At that time, I was really into The Walking Dead, and his book inspired me to make my own infographic:

Recently, I was trying to think of some fun data visualization projects and decided to choose a couple from the book that could be recreated as close to possible in R.

The book is an excellent resource for those who like these sorts of exercises as every single visualization in the book is paired with an online dataset to explore at your interest!!!. I never knew how rich the datasets were until I tried to recreate my first visualization, “Best in Show”. The dataset for Best in Show alone, is an excel file with eight sheets!

McCandles says the whole book took him 15,832 hours over two-years and I don’t doubt it. Whipping up a quick EDA plotcan be fast and simple for a meeting if you only care about actionable results. However, if your publishing something it takes some time to create a stunning visual.

Best in Show


Best in Show is a scatter-plot of dog silhouettes, color-coded based on the category of dog, sized accordingly, and pointing either left-or-right, depending on their intelligence.

Let’s load the environment; I like the needs() package which makes it simple to install & load packages into R.

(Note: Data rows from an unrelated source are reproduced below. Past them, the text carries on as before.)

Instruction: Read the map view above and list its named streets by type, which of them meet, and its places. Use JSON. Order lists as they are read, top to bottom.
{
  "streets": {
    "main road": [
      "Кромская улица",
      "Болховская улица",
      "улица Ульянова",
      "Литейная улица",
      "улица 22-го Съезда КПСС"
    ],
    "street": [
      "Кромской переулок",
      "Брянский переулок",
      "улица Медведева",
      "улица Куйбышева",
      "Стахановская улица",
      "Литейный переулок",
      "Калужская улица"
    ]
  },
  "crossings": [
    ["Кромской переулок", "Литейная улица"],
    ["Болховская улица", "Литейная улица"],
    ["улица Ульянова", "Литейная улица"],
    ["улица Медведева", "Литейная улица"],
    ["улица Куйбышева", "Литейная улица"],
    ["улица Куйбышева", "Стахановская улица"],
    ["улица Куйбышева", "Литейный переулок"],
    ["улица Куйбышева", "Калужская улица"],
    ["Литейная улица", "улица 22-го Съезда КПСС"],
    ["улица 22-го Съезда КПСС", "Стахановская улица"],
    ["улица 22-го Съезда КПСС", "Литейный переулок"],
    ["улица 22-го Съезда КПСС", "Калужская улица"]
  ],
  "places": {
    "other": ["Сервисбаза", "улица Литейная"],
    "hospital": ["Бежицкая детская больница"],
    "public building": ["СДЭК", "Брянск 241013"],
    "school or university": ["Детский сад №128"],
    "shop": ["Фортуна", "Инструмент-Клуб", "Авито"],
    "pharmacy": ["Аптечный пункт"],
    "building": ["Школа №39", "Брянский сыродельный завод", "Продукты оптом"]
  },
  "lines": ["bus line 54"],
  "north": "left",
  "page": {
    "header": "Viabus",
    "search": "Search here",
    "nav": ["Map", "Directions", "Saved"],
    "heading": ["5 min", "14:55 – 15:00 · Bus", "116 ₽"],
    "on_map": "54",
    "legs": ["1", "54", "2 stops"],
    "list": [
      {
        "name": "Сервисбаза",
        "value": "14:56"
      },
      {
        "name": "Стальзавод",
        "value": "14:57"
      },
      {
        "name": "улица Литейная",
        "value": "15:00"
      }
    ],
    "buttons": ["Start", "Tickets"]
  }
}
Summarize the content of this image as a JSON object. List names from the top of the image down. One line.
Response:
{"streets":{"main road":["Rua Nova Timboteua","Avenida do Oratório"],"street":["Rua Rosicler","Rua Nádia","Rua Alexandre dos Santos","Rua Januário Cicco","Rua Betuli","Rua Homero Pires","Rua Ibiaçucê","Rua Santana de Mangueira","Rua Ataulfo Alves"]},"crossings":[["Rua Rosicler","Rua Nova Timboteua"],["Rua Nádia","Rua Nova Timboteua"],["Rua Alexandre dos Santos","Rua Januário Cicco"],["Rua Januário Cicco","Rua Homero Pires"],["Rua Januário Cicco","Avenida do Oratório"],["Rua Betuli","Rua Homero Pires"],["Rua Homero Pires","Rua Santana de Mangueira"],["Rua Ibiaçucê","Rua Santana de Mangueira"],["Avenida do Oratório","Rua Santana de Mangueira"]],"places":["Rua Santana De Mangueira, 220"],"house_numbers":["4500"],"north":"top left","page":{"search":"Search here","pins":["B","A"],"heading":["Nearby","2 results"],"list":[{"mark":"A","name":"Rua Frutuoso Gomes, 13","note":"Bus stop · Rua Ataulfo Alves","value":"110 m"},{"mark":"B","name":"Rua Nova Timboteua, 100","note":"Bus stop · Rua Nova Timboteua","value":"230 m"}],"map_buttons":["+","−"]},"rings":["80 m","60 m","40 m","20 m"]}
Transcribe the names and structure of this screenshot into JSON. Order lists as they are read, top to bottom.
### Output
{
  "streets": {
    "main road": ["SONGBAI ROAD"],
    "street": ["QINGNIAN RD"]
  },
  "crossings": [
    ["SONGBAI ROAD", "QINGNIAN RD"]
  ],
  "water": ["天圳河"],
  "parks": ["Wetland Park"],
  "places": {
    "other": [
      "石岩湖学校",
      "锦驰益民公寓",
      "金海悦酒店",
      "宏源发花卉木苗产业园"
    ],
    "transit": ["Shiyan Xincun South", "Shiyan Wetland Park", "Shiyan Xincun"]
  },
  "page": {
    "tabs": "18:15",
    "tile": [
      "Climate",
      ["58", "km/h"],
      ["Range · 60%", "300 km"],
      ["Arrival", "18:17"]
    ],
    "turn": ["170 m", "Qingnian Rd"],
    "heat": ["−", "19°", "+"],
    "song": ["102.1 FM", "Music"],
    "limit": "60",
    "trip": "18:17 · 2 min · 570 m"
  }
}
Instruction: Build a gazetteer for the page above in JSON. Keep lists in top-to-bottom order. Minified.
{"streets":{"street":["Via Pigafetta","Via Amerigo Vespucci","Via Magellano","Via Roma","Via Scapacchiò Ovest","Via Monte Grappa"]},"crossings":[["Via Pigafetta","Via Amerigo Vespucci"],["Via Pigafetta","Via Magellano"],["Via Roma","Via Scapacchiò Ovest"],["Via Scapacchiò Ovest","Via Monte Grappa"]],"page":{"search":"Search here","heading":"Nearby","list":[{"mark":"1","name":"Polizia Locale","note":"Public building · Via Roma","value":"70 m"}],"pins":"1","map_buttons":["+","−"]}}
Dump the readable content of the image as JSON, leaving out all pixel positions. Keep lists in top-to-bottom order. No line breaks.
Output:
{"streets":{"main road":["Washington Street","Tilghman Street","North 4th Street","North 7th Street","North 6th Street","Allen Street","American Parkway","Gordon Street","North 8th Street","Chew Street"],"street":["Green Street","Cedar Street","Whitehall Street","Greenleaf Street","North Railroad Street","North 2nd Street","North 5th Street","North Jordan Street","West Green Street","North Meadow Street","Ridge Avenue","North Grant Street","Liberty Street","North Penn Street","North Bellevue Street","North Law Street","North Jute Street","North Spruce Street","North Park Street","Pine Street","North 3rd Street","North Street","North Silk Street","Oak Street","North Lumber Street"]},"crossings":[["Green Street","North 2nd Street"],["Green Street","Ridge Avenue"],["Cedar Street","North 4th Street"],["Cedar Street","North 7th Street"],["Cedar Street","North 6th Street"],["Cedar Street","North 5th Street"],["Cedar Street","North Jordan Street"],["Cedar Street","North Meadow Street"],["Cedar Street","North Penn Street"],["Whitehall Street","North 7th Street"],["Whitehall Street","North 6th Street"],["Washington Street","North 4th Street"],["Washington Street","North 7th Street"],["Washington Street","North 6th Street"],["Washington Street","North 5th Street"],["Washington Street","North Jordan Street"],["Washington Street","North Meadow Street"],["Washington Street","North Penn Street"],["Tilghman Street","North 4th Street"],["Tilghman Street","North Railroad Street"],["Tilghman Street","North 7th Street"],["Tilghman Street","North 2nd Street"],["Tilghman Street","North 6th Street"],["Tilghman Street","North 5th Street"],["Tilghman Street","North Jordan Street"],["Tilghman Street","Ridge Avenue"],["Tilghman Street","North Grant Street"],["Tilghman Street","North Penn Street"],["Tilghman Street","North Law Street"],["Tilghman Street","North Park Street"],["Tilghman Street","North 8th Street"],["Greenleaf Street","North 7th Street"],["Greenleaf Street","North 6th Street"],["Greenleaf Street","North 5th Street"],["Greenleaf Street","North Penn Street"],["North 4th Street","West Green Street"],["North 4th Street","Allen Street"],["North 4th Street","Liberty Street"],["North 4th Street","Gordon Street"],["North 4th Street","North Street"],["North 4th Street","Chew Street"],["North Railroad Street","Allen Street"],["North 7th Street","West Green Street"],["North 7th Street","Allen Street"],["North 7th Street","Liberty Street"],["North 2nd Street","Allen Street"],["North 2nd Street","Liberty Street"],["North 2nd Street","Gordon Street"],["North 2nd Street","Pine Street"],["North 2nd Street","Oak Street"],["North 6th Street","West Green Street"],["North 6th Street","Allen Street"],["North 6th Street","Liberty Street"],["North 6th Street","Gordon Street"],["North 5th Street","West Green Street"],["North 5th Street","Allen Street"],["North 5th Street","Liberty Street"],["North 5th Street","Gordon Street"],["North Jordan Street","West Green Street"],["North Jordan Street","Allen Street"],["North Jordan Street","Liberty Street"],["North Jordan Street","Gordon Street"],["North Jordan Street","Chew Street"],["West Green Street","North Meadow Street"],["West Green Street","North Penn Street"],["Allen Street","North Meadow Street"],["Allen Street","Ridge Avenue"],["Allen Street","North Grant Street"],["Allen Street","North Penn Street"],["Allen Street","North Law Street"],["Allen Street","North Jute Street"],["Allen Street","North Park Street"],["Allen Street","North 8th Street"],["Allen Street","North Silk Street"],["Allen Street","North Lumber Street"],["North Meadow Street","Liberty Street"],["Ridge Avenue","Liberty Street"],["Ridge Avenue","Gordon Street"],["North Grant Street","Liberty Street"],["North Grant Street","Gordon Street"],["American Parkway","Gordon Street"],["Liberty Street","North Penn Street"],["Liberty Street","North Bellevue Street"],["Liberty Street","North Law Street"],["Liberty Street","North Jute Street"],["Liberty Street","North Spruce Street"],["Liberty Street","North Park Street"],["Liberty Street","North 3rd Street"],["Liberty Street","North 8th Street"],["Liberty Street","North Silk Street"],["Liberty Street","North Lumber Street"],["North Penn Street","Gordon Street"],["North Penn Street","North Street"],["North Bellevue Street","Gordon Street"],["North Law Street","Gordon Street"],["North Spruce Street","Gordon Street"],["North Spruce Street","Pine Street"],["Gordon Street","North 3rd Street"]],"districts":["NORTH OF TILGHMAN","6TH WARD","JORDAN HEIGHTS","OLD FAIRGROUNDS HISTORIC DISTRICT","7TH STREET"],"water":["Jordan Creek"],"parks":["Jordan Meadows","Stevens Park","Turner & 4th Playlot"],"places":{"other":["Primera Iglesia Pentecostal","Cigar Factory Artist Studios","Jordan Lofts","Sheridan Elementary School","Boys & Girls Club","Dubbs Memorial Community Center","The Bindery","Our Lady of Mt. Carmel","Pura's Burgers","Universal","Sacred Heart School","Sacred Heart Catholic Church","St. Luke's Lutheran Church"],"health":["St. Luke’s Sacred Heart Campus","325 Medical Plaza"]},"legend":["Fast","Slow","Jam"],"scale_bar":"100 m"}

knitr::opts_chunk$set(echo = TRUE)
if (!require("needs")) {
  install.packages("needs", dependencies = TRUE)
  library(needs)
}

As mentioned above, the data is an excel file with eight sheets. We can read in the Excel file with read_excel() and specify the sheet we would like to access with the sheet = argument.

# install&Load readxl package
needs(here,
      readxl,
      stringr,
      dplyr,    # to use select()
      magrittr) # to use %<>% operators

path = here()

# Specify the worksheet by name
dog_excel <- read_excel("~/bestinshow.xlsx", sheet = "Best in show full sheet", range = cell_rows(3:91))

# Pick the desired variables
dog_excel %<>%
  select(1,3,5:6, "intelligence category", "size category")

# Rename the columns
colnames(dog_excel) <- c("breed", "category", "score", "popularity", "intelligence", "size")

# Remove first row (non-descript column names)
dog_excel <- dog_excel[-1,]

Take a look at the HTML table (supports filtering, pagination, and sorting).

needs(DT)
datatable(dog_excel, options = list(pageLength = 5))

Take a look at the intelligence levels in the dataset.

# What are the intelligence levels?
unique(dog_excel$intelligence)
## [1] "Brightest"     "Above average" "Excellent"     "Average"      
## [5] "Fair"          "Lowest"

McCandless’ classified dogs intelligence as either “dumb” or “clever”. But here we see there are categories in this clean dataset. So let’s assign the top three factors as clever and the other three as dumb

dog_excel$intelligence %<>% 
  str_replace(pattern = "Brightest", replace = "clever", .) %>%   
  str_replace(pattern = "Above average", replace = "clever", .) %>% 
  str_replace(pattern = "Excellent", replace = "clever", .) %>% 
  str_replace(pattern = "Average", replace = "dumb", .) %>% 
  str_replace(pattern = "Fair", replace = "dumb", .) %>% 
  str_replace(pattern = "Lowest", replace = "dumb", .)

There are 87 dogs in the original visualization. I found 24 silhouettes under an Creative Commons Attribution-Share Alike 4.0 License on SuperColoring.com. This means I can freely copy and redistribute in any medium or format as long as I give a link to the webpage and indicate the author’s name and the license. I’ve included that information in a .csv. and we will use this to subset McCandless’s data.

needs(readr)
dog_silhouettes <- read_csv("~/dog_silhouettes.csv")

dog_df <- dog_excel %>% 
  inner_join(dog_silhouettes, by = "breed")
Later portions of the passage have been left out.